# The Error Correction Module

The error correction module will take input from OCR and will try to match each word with the word present in the dictionary.   

I have tried to to do that with three methods :  
1. **Based on transformations:** The least number of transformations will be given the most preference.    
2. **Based on the probability of the word:** Here, I have allows a 'Fuzzy window'/number of transformations as 2. So, for up to 2 transformations, it will try to calculate the combination of the word and its probability. And the top 3 most probable words will be presented.  
3. **Using the N-gram Language model :** In the N-gram model I have calculated N-grams for the whole corpus, And for the test word, It will generate up to N-1 grams will generate their probabilities.
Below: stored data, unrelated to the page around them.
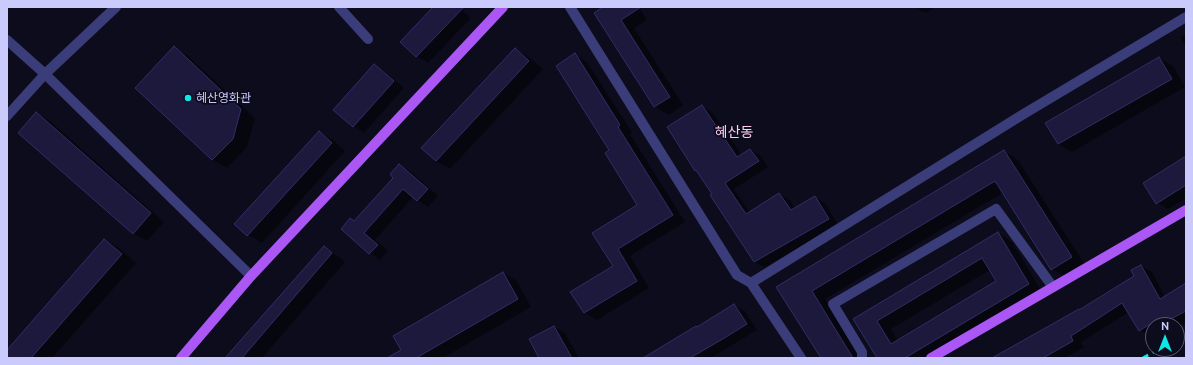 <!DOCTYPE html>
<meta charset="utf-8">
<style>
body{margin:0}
#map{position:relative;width:1193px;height:365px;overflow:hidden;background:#0d0c1c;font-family:Ubuntu,sans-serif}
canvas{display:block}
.frame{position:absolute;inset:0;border:8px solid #cbcafc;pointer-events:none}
.north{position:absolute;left:1145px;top:317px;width:40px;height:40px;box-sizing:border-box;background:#0d0c1c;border:1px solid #595876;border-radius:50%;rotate:0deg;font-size:11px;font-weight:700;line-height:16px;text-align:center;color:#cbcafc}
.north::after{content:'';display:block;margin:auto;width:14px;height:18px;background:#0ce7e7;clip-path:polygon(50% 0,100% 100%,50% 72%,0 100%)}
</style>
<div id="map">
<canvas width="1193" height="365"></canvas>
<div class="frame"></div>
<div class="north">N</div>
</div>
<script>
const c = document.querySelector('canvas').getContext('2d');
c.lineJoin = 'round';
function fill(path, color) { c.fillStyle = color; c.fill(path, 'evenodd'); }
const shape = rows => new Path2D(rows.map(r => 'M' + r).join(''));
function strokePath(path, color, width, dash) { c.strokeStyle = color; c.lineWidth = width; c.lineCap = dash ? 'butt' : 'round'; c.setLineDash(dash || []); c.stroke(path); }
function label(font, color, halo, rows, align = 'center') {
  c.font = font + ' Ubuntu,"Noto Sans KR",sans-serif'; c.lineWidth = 3.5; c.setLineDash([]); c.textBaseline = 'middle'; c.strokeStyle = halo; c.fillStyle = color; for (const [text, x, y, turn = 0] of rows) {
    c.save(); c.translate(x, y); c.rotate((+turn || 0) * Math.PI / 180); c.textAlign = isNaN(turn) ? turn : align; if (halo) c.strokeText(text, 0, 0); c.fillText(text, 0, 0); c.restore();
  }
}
const shadow = shape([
 [435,7,459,7,471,18,428,63,417,56,401,42],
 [605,7,639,7,647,20,634,28,683,105,669,115,655,107,595,13],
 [915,7,936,7,926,13],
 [1186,34,1186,47,1180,37],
 [174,47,188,56,255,118,247,147,227,168,213,160,136,88],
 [515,49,529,57,543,69,450,169,436,161],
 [575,55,587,62,632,132,630,134,685,222,630,256,649,288,597,320,584,312,614,266,594,233,638,205,611,151],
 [1159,58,1173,66,1185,87,1072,152,1058,144],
 [374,65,385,72,404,88,364,133,353,126],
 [702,106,712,112,742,155,750,150,761,156,768,167,734,189,750,213,779,194,790,200,795,209,815,197,825,203,838,225,765,267,754,262,714,194,698,171,696,170],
 [36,113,50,121,164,222,147,241,133,233],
 [319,132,333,140,345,151,262,243,248,235],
 [1004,151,1018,160,1085,265,1066,277,1052,269,1004,192,825,299,861,358,823,358,777,287],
 [1186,159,1186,198,1168,209,1157,203],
 [399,165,410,171,438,196,428,207,413,197,375,240,388,251,380,260,370,253,342,229,355,222,395,177],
 [998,233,1012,242,1042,292,932,358,878,358,855,319],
 [990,270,997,281,898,341,891,329],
 [105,240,119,248,136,263,52,358,7,358,7,351],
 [324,248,338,256,345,262,262,358,226,358],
 [1141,266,1152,272,1165,297,1186,285,1186,323,1177,327,1177,325,1153,325,1153,335,1151,337,1140,330,1129,312,1081,342,1084,347,1065,358,994,358,1079,310,1080,310,1136,277],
 [503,273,517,281,531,307,443,358,389,358,402,350],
 [734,305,745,311,757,330,711,358,644,358,697,328],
 [554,327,565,333,579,358,540,358,530,340]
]);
const building = shape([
 [433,7,464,7,416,57,400,42,433,7],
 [603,7,641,7,621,20,670,97,654,107,594,13,603,7],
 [174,46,241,109,233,139,212,160,135,88,174,46],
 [515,48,529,61,436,161,421,148,515,48],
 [575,53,620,125,618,127,673,215,618,249,637,281,584,313,570,292,613,266,592,233,637,205,605,153,609,150,556,66,575,53],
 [1159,57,1172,79,1058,144,1045,123,1159,57],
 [374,64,394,81,353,127,333,110,374,64],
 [702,105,737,157,750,149,759,161,725,183,746,214,779,193,791,210,815,196,829,219,754,262,710,195,712,194,696,170,695,171,667,127,702,105],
 [36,112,151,213,133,234,18,133,36,112],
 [319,131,332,143,247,236,234,224,319,131],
 [1004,150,1072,257,1051,270,995,181,812,291,853,358,821,358,776,287,1004,150],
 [1186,156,1186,185,1156,204,1143,183,1186,156],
 [399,164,428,189,417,201,403,189,364,233,378,245,369,254,341,229,350,218,354,221,393,178,390,174,399,164],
 [998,232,1029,284,905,358,877,358,853,319,998,232],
 [982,258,996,281,891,344,877,321,982,258],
 [104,239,122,254,31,358,7,358,7,350,104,239],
 [324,246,332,253,242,358,225,358,324,246],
 [1141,265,1160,299,1186,283,1186,311,1161,324,1158,319,1139,331,1122,303,1071,336,1073,341,1043,358,992,358,1079,309,1079,310,1134,276,1131,270,1141,265],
 [503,272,518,299,416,358,387,358,401,350,393,336,503,272],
 [734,304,747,324,721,340,690,358,643,358,696,326,697,327,734,304],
 [554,326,572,358,539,358,529,339,554,326]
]);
const minor = shape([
 [339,7,368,39],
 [570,7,737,275,751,283,801,358],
 [7,40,45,74,251,276],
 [7,116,45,74,116,7],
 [751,283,1022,115,1186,17],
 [862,358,862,352,833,304,996,209,1053,287]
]);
const major = shape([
 [181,358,251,276,503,7],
 [931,358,1186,210]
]);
const rail = shape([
 [1177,338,1186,333],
 [1143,358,1158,349]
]);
const markers = [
 [188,98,4,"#0ce7e7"]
];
const poiNames = [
 ["혜산영화관",196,98]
];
const quarterNames = [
 ["혜산동",734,132]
];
fill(shadow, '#0007');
fill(building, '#1d193c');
strokePath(building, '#322d67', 1);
strokePath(minor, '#3a3d79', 10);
strokePath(major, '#ab57f6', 10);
strokePath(rail, '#0ce7e7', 3, [6, 5]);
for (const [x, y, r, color] of markers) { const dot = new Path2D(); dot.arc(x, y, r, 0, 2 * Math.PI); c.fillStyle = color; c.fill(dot); strokePath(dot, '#0d0c1c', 1.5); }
label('12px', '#cbcafc', '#0d0c1c', poiNames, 'left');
label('14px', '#fcccf0', '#0d0c1c', quarterNames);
</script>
From these probabilities, we can generate the approach of which character will be present next after the mistype.  


	   

### Sorting Imports : 

In [15]:
import nltk
from nltk import sent_tokenize, word_tokenize, RegexpTokenizer
from nltk.corpus import stopwords
from nltk.stem import WordNetLemmatizer
from collections import Counter
import re

For Imports, I have used NLTK for Tokenizing and Collections for Counter

### File Handling :

In [16]:
def FileLoad(filename):
    file = open(filename, "r")
    data = file.read()
    file.close()

    return data

In FileLoad(), I am taking a file from Corpus and read the file

In [17]:
textInput = FileLoad("europarl-v7.bg-en.en")

Here, I have taken a file from Europarl corpus 'europarl-v7.bg-en.en'

### Tokenize :

In [18]:
words = word_tokenize(textInput)

Here, I am using NLTK's built-in function (word_tokenize()) which takes text as an argument and returns a list of tokenized words.

### Data Preprocessing : 

In [19]:
words = [word.lower() for word in words if word.isalpha()]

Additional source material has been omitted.